Thursday, January 06, 2005

Taking the red pill | by Dylan




Let me tell you why you're here. You're here because you know something. What you know you can't explain, but you feel it. You've felt it your entire life, that there's something wrong with the world. You don't know what it is, but it's there, like a splinter in your mind, driving you mad.


What is there to say? For me, the events of the past month have taken on a sense of unreality. Pat, Michael, Sean, and Jay have summarized, analyzed, and eulogized below. This week, I think the operative word is crystallize. Two events have splashed cold water on my face and have brought the world into clearer focus. The haze is lifting. For the past 10 years we’ve felt it. We know it’s wrong, but it’s been so long, we’ve come to wonder if that isn’t the way the world really is. We’ve doubted. Well, the time for doubt has passed.

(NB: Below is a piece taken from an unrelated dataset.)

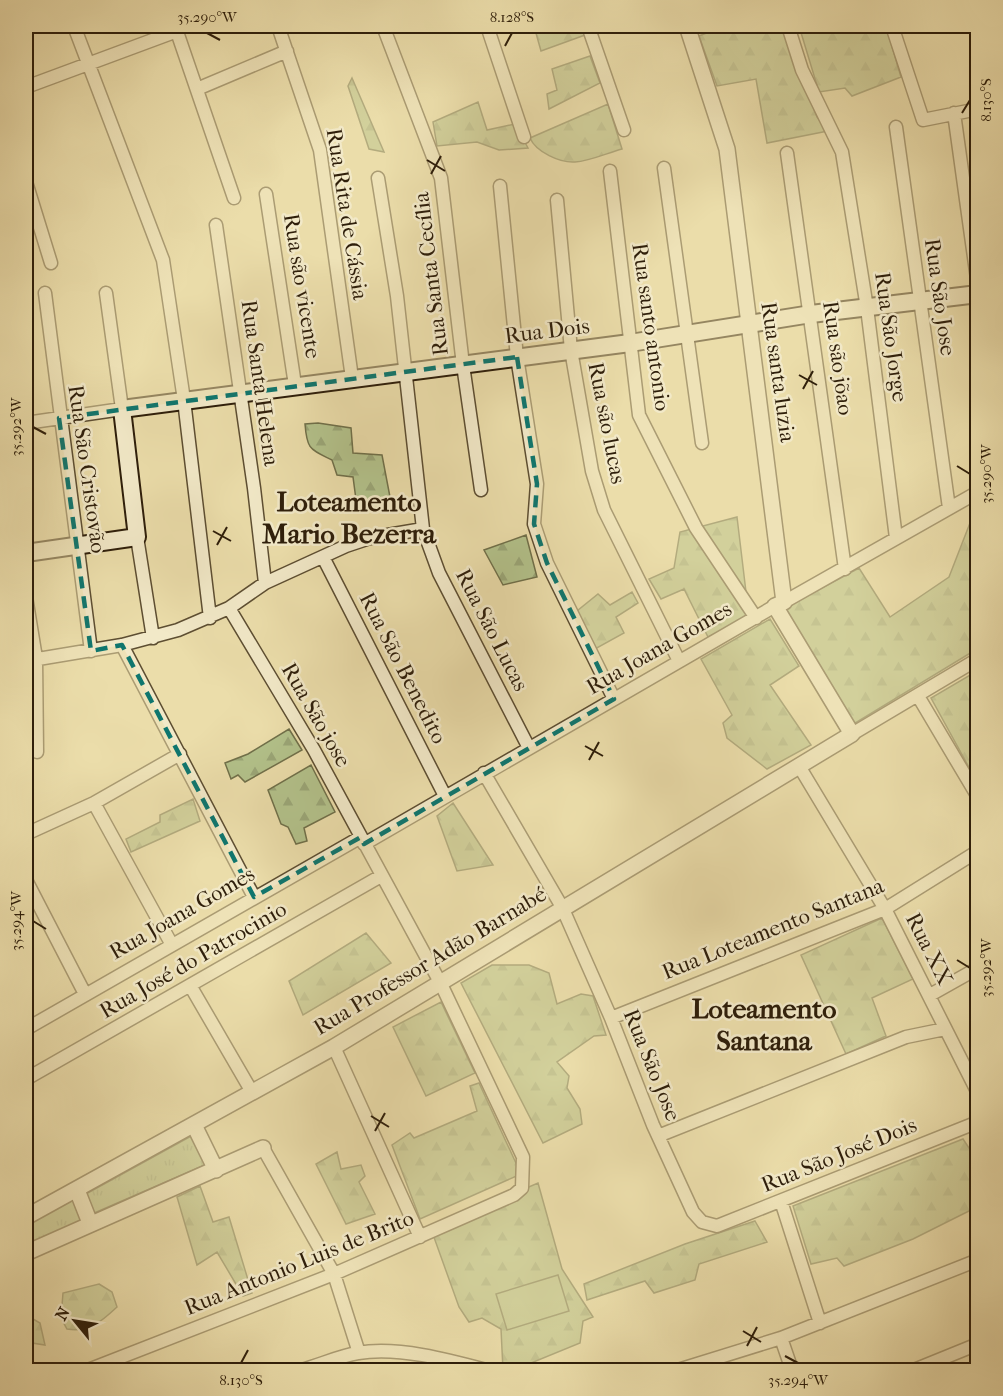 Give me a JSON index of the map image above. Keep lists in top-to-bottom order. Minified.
{"streets":{"main road":["Rua Dois"],"street":["Rua Rita de Cássia","Rua Santa Cecília","Rua são vicente","Rua São Jose","Rua santo antonio","Rua São Jorge","Rua são jõao","Rua santa luzia","Rua Santa Helena","Rua são lucas","Rua São Cristovão","Rua São Lucas","Rua Joana Gomes","Rua São Benedito","Rua São jose","Rua Loteamento Santana","Rua XX","Rua José do Patrocinio","Rua Professor Adão Barnabé","Rua São José Dois","Rua Antonio Luis de Brito"]},"crossings":[["Rua Rita de Cássia","Rua Dois"],["Rua Santa Cecília","Rua Dois"],["Rua são vicente","Rua Dois"],["Rua São Jose","Rua Dois"],["Rua São Jose","Rua Joana Gomes"],["Rua São Jose","Rua Loteamento Santana"],["Rua São Jose","Rua Professor Adão Barnabé"],["Rua São Jose","Rua São José Dois"],["Rua santo antonio","Rua Dois"],["Rua santo antonio","Rua Joana Gomes"],["Rua Dois","Rua São Jorge"],["Rua Dois","Rua são jõao"],["Rua Dois","Rua santa luzia"],["Rua Dois","Rua Santa Helena"],["Rua Dois","Rua são lucas"],["Rua Dois","Rua São Cristovão"],["Rua Dois","Rua São Lucas"],["Rua São Jorge","Rua Joana Gomes"],["Rua são jõao","Rua Joana Gomes"],["Rua santa luzia","Rua Joana Gomes"],["Rua são lucas","Rua Joana Gomes"],["Rua São Lucas","Rua Joana Gomes"],["Rua Joana Gomes","Rua São Benedito"],["Rua Joana Gomes","Rua São jose"],["Rua São jose","Rua José do Patrocinio"],["Rua São jose","Rua Professor Adão Barnabé"],["Rua São jose","Rua Antonio Luis de Brito"],["Rua Loteamento Santana","Rua XX"],["Rua XX","Rua Professor Adão Barnabé"]],"districts":["Loteamento Mario Bezerra","Loteamento Santana"],"north":"top left","coordinates":["35.290°W","8.128°S","8.130°S","35.292°W","35.294°W"]}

Have you ever had a dream, Neo, that you were so sure was real? What if you were unable to wake from that dream? How would you know the difference between the dream world and the real world?

Watching USC, defunct (irrelevant, even) four short years ago, mercilessly dismantle the best college football program of the past five years should provide a glimpse of the possible (even probable) for Irish fans everywhere. Powerhouse programs left for dead come back. USC has just displaced the previous phoenix, Oklahoma. USC’s Orange Bowl performance was awe inspiring. Speed, strength, and execution. Big plays on offense, defense, and special teams. Three years ago, this team was closing the books on a three-year stretch during which they won seventeen and lost nineteen. Since then they have won thirty-six and lost three. They have won twenty-two in a row. My point is, USC’s resurgence is not a dream. It is the real world. Things can also change very quickly for Notre Dame. In fact, they already have. We have taken our first steps back into the real world.


Spoon boy: Do not try and bend the spoon. That's impossible. Instead... only try to realize the truth.
Neo: What truth?
Spoon boy: There is no spoon.
Neo: There is no spoon?
Spoon boy: Then you'll see, that it is not the spoon that bends, it is only yourself.


The staff assembled by Charlie Weis, and the work already being done by that staff, is so radically different from anything that’s happened in our program in such a long time, it’s bracing. Younger fans may not understand. Banished is the notion that our football coach needs to be an arm of the Notre Dame Brand Protection Team. Our football coach is a football coach. He has hired a staff of freakish experience. They are going to go out and find football players and they are going to teach them to play football and they are not going to apologize to anyone. Nor are they going to subtly promote the idea that success in the classroom mitigates failure on the field. That is the paradigm we had settled into; one in which academic excellence and winning percentage were inversely proportional and eternally irreconcilable. To mix the metaphor a little, we were encouraged to believe that resistance was futile, that the natural order had ceased to be. Trying to comprehend why this current, ongoing shock to the system didn’t happen years ago is a spoon that we can’t bend, so now, there is no spoon.

Notre Dame is unplugged from The Monktrix, and it’s time to kick some ass.